Here’s a little inspiration if you’re searching for the best place to put your bird bath:

  • Locating the bird bath near a tree, hedge, or shrub should help wild birds feel safer, as they can escape quickly if they spot a predator. 
  • You’ll need to be able to get the bird bath easily to clean and refill it, so it can be useful to put it near an outside tap. (Otherwise a long spout watering can will do the job!)
  • Select somewhere that’s visible from your window, so it’s easier for you to shoo cats and other potential predators away if you notice them.

Hedgehog water station

Summer often brings with it days or even weeks without rain, which could leave poor hedgehogs thirsty and dehydrated. To support these special spiny visitors through warmer weather, you could put down low-level, shallow dishes of water at different locations around your garden, e.g. small pet drinking bowls.

Alternatively, if you enjoy DIY, you could create your very own self-filling hedgehog water station!

Mini pond

Water draws life to it, and in our UK gardens, pond habitats attract a wide range of wildlife – from birds and bats to frogs and newts. Luckily, developing a pond environment doesn’t have to be big or expensive!

Make your own mini pond by following these steps:

Step 1 – Decide where to build your mini pond. It’s best to locate your mini pond somewhere that’s not bathed in direct sunlight all day, in a place that isn’t easily accessed by pets and children.
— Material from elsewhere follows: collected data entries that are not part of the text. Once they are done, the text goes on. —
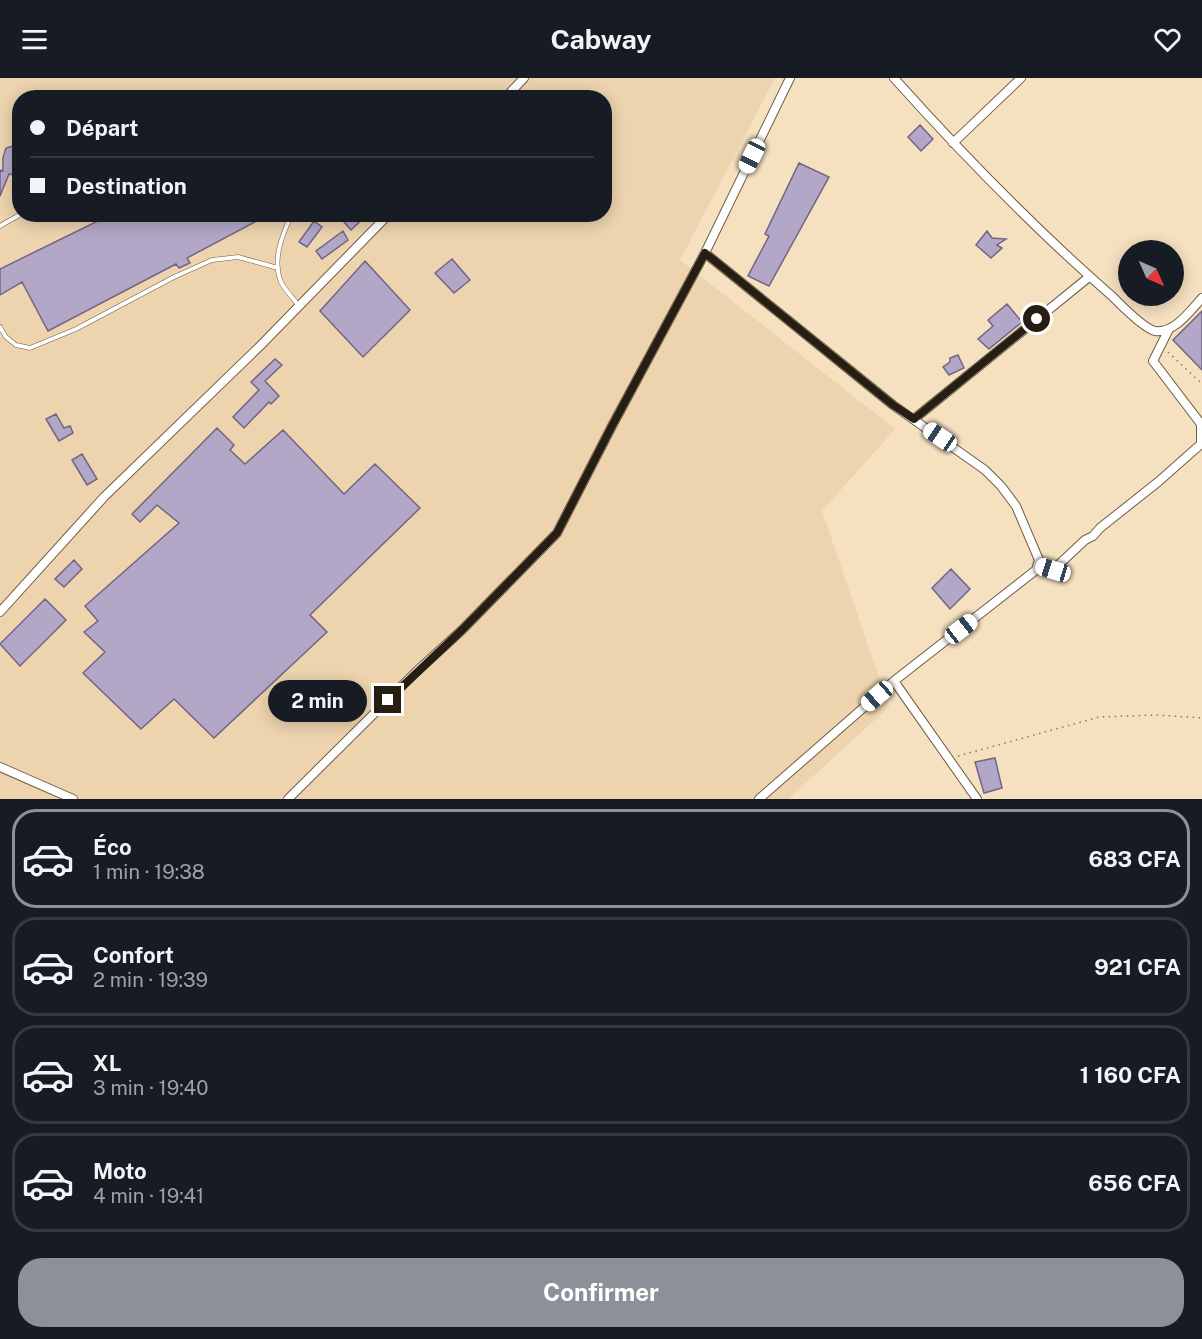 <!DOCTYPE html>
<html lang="fr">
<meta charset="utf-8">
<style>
:root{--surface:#171b24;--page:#242831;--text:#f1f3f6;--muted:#9ea1a6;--line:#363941;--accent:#8c9099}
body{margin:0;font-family:"Public Sans",sans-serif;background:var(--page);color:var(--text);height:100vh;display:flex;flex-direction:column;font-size:22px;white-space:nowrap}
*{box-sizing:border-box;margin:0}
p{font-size:20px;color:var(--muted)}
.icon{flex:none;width:33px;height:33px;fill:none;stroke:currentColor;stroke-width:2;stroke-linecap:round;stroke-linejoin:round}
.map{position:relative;height:721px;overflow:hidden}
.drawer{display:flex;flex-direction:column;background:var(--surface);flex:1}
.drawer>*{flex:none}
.top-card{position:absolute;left:12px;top:12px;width:600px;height:132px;border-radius:24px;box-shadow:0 3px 15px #0003;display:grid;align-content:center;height:132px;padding:0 18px;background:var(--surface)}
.needle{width:39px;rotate:135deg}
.fabs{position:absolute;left:1118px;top:162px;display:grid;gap:12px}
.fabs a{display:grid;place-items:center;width:66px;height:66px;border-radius:50%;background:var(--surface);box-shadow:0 3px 15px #0003;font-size:30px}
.end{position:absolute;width:27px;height:27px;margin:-14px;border:8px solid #261e12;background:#fff;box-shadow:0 0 0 3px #fff}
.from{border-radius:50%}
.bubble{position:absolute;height:42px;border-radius:21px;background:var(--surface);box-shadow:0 3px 15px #0003;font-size:20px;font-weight:700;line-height:42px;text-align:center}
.car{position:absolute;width:18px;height:36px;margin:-18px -9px;border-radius:8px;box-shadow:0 0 4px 2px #0007;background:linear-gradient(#fff 24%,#345 0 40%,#fff 0 76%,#345 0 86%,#fff 0)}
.top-card b{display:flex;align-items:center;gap:21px;height:57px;font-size:22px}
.top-card b+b{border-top:2px solid var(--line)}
.top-card i{width:15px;height:15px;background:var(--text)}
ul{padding:10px 0 0;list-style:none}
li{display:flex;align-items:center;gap:18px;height:99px;margin:0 12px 9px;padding:0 6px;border:3px solid var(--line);border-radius:24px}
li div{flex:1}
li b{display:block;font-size:22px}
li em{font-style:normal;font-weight:700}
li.active{border-color:var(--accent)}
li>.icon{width:54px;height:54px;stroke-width:1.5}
.button{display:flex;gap:12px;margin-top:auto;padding:12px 18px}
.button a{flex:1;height:69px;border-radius:24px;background:var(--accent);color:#fff;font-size:24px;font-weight:700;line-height:69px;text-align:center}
header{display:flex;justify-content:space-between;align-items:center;height:78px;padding:0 18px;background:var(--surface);font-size:27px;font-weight:700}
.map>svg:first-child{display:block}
</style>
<header><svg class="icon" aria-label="menu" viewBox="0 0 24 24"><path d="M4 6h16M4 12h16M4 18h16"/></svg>Cabway<svg class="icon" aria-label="heart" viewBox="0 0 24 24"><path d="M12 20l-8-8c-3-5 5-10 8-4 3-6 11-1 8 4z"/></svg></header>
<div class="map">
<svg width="1202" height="721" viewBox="0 0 1202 721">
<rect width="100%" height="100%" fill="#f5e0c0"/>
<!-- built -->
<path fill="#edd3ae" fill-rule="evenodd" d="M 0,0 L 775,0 L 680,182 L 895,351 L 822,433 L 889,629 L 788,721 L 0,721 ZM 20,20 L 604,20 L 604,136 L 20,136 Z"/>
<!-- building -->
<path fill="#b3a7c7" stroke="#716583" stroke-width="1.5" d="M 920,47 L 933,61 L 921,73 L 908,59 Z
M 20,66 L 20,98 L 9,96 L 0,118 L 0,92 L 3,93 L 3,80 L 6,70 Z
M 799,85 L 829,99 L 769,208 L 748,198 L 769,158 L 765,156 Z
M 112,136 L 270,136 L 187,180 L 190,185 L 179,190 L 176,186 L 48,253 L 22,204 L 0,217 L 0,191 Z
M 337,136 L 368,136 L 351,152 Z
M 314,143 L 322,149 L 307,169 L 299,164 Z
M 343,153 L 348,162 L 322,181 L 316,173 Z
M 987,153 L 992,160 L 1006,161 L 997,167 L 1002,170 L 991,180 L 976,167 Z
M 452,181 L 470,202 L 454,215 L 435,195 Z
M 365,183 L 410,232 L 363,279 L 320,233 Z
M 1007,226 L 1022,244 L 989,271 L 978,261 L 993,248 L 988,242 Z
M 1202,233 L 1202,292 L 1173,262 Z
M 958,277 L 964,290 L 949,297 L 943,289 L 950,284 L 950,280 Z
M 275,281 L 282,287 L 265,303 L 279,318 L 271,326 L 269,324 L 244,350 L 233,339 L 259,312 L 251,304 Z
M 56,336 L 64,350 L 70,348 L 73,355 L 59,363 L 46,341 Z
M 217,350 L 234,367 L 230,372 L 245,386 L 283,352 L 344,416 L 375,386 L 420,430 L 310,537 L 327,554 L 214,660 L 174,621 L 141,651 L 83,595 L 105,574 L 84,554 L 98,543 L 85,528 L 179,445 L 157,427 L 140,444 L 132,436 Z
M 82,376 L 97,401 L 87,407 L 72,382 Z
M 74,482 L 82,491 L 64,509 L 55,501 Z
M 951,491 L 970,511 L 950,531 L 932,510 Z
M 45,521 L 66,542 L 20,588 L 0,566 Z
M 995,680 L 1002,710 L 984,715 L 975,684 Z"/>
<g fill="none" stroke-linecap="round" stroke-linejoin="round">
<defs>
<path id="lane" d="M 292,136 C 282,157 272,182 281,204 C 285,212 293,220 298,227
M 0,148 L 21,136
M 0,249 L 6,259 L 16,267 L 30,270 L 76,251 L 174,199 L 212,182 L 238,179 L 278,190"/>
<path id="street" d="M 894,0 C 963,77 1035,151 1113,219 C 1122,228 1143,250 1155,253 C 1174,256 1191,232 1202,220
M 505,20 L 524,0
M 953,65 L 1021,0
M 705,175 L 893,327 L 985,392 L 1001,408 L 1016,428 L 1039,482 L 1036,492 L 894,603 L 759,721
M 914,341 L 1089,199
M 1039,487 L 1053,492 L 1085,462 L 1093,458 L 1100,450 L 1158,404 L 1201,366 L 1201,346 L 1153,283 L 1169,251
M 0,534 L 104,419 L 260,268 L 389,136
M 894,603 L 977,721
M 0,689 L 73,721
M 288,721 L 416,594 L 462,552 L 557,455 L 612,348 L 705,175 L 790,0"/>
</defs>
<!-- lane casing -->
<use href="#lane" stroke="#6f5d41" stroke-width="5"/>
<!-- street casing -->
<use href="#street" stroke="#6f5d41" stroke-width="10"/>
<!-- path -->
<path stroke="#847661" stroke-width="1.5" stroke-dasharray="1.5 4.5" stroke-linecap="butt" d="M 1168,274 L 1202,306
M 958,678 L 1099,639 L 1157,637 L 1202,640"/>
<!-- lane -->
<use href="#lane" stroke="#fff" stroke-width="4"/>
<!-- street -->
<use href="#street" stroke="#fff" stroke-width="8"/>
</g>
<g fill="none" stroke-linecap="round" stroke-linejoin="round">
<!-- route -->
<path stroke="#261e12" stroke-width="8" d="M 388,622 L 462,552 L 557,455 L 612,348 L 705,175 L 893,327 L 914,341 L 1037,241"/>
</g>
</svg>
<div class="fabs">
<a><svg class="needle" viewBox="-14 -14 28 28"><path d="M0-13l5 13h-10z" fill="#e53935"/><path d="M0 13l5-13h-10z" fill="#9ea1a6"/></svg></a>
</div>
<i class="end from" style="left:1037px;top:241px"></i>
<i class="end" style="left:388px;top:622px"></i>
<div class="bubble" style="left:268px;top:602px;width:99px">2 min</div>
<i class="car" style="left:752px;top:78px;rotate:206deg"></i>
<i class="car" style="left:940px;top:359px;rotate:304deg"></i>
<i class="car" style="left:1053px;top:492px;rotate:287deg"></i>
<i class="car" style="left:961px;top:551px;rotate:52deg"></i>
<i class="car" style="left:877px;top:618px;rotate:229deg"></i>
<div class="top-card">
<b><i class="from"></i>Départ</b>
<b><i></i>Destination</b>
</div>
</div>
<section class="drawer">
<ul>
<li class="active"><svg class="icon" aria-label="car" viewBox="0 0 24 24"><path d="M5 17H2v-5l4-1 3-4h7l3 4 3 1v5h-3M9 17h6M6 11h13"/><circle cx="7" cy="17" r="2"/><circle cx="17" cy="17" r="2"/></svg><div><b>Éco</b><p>1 min · 19:38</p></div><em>683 CFA</em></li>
<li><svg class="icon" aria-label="car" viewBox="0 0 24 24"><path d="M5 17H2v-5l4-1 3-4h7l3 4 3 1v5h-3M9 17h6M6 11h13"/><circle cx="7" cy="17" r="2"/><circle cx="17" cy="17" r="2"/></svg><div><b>Confort</b><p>2 min · 19:39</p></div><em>921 CFA</em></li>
<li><svg class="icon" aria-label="car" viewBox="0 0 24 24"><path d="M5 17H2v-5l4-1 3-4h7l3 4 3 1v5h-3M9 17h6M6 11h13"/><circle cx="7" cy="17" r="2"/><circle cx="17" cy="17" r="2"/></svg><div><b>XL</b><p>3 min · 19:40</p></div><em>1 160 CFA</em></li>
<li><svg class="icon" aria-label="car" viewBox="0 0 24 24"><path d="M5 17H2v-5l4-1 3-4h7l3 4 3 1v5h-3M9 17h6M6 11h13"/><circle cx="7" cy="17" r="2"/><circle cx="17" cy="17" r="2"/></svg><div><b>Moto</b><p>4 min · 19:41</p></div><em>656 CFA</em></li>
</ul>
<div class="button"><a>Confirmer</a></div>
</section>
Step 2 – Now you’ve found the perfect spot, you’ll need to choose a watertight container, e.g. washing-up bowl or large plant pot. If you don’t have a watertight container, you could add a small section of pond liner to cover any gaps. 

Step 3 – Next, you’ll need to put some gravel and rocks onto the base of your mini pond, then add a couple of logs or large stones to allow wildlife an escape.  
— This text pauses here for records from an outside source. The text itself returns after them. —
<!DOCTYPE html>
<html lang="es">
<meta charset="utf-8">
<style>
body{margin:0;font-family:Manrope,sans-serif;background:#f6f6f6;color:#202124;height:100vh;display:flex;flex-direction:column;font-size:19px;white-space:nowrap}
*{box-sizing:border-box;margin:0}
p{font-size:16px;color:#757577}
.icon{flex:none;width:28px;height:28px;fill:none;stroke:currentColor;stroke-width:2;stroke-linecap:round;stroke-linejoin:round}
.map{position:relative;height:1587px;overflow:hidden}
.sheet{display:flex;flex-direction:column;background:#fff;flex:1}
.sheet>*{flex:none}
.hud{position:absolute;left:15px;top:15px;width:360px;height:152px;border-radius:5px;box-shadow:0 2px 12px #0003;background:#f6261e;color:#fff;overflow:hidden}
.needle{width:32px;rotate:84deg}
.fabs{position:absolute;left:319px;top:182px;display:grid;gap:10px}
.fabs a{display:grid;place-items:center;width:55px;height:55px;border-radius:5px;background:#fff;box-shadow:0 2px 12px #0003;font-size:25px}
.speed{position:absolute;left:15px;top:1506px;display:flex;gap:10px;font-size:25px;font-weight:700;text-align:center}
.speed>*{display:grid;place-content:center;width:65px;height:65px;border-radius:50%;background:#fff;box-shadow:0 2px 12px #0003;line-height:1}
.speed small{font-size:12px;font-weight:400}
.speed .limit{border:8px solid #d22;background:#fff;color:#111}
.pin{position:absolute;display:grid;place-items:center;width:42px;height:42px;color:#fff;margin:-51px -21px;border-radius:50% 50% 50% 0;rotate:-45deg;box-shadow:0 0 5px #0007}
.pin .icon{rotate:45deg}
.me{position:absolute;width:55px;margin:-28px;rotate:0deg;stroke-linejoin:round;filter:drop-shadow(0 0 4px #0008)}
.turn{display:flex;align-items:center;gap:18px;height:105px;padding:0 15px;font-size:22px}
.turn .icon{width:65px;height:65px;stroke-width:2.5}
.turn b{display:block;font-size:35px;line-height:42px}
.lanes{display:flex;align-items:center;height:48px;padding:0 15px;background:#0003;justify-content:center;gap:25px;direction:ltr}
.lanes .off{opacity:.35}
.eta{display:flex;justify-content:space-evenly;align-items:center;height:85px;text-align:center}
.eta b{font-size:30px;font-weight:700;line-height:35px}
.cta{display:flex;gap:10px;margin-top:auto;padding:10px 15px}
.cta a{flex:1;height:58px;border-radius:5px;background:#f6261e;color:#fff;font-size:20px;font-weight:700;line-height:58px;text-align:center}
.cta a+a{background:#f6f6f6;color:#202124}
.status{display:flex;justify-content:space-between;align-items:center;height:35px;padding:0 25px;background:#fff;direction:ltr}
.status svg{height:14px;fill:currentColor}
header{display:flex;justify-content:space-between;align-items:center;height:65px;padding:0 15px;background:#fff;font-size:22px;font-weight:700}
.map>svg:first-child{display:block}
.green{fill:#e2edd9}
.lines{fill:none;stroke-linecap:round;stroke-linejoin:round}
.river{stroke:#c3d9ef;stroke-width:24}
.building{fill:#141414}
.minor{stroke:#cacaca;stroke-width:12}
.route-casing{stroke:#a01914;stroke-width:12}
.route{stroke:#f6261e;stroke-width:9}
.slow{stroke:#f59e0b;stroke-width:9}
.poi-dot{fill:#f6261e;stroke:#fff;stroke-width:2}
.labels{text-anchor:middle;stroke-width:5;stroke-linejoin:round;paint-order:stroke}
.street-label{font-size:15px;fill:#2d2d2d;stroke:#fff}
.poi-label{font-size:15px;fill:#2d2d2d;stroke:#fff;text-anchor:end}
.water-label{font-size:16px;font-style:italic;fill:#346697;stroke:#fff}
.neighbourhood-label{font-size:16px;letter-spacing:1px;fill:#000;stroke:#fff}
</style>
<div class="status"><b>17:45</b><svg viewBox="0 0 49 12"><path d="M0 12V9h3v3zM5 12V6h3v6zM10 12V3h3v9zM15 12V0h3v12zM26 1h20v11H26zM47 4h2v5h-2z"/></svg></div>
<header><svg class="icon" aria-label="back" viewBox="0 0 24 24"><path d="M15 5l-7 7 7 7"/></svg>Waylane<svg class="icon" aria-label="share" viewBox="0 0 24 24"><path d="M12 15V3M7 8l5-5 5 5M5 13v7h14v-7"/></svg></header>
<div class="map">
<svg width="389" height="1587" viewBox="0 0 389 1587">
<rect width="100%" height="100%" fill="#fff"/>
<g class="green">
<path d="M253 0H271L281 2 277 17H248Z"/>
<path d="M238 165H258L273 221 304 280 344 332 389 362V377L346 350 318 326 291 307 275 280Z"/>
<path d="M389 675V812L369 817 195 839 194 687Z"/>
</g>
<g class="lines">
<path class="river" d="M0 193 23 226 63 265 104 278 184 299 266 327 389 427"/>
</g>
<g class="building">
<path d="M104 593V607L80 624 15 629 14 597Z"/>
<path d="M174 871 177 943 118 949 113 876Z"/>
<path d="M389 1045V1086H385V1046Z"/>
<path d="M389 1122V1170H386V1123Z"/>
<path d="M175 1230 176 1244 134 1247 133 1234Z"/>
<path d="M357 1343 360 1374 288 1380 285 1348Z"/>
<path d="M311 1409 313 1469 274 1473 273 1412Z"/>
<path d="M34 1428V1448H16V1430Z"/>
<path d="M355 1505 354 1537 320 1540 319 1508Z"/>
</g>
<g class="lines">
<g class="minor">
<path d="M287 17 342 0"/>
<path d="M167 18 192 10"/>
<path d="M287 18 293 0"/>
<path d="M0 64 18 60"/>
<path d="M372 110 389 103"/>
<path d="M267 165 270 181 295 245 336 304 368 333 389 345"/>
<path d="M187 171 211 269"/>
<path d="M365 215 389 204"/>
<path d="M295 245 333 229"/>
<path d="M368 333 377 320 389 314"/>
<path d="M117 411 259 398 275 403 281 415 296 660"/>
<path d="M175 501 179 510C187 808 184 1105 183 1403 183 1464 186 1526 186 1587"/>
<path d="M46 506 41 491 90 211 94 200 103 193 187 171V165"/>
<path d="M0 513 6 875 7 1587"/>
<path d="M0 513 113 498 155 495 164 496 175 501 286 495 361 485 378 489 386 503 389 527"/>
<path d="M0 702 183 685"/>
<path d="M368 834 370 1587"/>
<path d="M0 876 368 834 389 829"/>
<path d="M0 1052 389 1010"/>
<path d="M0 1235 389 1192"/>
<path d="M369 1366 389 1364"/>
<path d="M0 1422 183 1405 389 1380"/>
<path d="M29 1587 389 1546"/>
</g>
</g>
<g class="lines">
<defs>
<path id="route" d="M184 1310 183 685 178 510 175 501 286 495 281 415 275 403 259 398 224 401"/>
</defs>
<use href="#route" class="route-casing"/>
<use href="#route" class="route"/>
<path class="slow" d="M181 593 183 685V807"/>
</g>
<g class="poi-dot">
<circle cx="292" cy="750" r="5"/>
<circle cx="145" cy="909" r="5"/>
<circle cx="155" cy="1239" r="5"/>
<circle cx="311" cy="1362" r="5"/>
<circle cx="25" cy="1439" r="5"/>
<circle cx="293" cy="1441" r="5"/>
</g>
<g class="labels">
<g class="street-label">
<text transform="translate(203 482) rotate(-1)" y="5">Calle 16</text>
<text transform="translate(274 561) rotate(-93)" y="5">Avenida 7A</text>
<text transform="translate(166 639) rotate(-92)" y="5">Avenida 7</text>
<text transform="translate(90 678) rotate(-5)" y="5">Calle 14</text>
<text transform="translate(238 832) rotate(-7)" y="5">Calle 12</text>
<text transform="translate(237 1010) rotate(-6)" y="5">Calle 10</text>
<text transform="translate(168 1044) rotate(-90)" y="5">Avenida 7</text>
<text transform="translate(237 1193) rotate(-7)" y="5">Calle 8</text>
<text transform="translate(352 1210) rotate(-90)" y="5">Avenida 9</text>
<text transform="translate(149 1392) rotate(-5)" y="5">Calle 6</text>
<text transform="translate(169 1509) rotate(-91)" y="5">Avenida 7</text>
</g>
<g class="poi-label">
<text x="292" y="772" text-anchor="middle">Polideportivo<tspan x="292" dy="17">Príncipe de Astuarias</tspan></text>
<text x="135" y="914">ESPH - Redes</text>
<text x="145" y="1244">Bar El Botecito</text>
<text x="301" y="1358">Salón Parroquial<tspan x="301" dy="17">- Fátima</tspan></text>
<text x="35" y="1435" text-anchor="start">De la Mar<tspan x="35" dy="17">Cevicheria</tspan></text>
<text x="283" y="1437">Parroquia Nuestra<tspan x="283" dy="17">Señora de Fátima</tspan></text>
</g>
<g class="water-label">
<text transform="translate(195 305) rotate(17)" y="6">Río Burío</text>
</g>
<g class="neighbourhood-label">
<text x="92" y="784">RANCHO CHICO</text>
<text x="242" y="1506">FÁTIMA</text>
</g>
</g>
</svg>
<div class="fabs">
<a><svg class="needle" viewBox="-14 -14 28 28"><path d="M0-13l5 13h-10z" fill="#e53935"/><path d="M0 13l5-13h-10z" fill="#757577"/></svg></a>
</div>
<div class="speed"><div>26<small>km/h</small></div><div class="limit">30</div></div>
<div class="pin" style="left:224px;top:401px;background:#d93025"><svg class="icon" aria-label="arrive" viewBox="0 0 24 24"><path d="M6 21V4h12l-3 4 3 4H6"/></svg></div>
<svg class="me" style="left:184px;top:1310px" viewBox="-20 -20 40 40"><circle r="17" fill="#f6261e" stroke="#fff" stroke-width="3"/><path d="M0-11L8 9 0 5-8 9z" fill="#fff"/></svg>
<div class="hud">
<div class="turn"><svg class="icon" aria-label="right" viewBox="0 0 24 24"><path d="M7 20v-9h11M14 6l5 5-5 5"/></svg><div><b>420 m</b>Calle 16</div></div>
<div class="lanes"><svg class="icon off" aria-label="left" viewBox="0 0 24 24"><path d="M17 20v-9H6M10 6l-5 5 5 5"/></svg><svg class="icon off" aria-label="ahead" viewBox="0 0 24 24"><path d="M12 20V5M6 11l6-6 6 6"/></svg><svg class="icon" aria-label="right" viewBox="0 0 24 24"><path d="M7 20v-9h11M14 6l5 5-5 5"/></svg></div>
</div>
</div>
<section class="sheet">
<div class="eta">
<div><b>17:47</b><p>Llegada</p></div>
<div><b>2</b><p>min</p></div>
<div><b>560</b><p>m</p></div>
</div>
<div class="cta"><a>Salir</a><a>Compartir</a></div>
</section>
Step 4 – Let your mini pond fill with rainwater. 

Step 5 – Once your mini pond is filled with rainwater, you can start adding small pond plants

Step 6 – Await your magical wildlife visitors!

A frog almost completely submerged in a pond

Wildlife pond

Developing your own wetland oasis is an amazing way to support local wildlife. However, creating a large pond is quite a big project, so it’s essential to plan properly and make sure you’re prepared for the work involved.

Step 1 – Select a safe site that’s in a corner of your garden, so it’s easier to section off from pets and/or children as needed.

Step 2 – Dig a hole that matches the size of whichever pond liner you’ve chosen. 

Step 3 – Fit the pond liner, though you may need to adjust it several times before it sits correctly!

Step 4 – Fill the pond with rainwater, which you can collect in water butts ahead of time.

Step 5 – Weigh down the pond liner with rocks, soil, pebbles, and bricks, then add some wildlife-friendly plants.

Step 6 – It may take a few weeks, though you’ll soon get to enjoy the wonder of wildlife surrounding your new pond!

For more detailed instructions on how to build a wildlife pond, visit Wildfowl and Wetlands Trust’s amazing guide

Please note: When building a wildlife pond, it isn’t recommended that you add fish because they can eat insects who are likely to visit.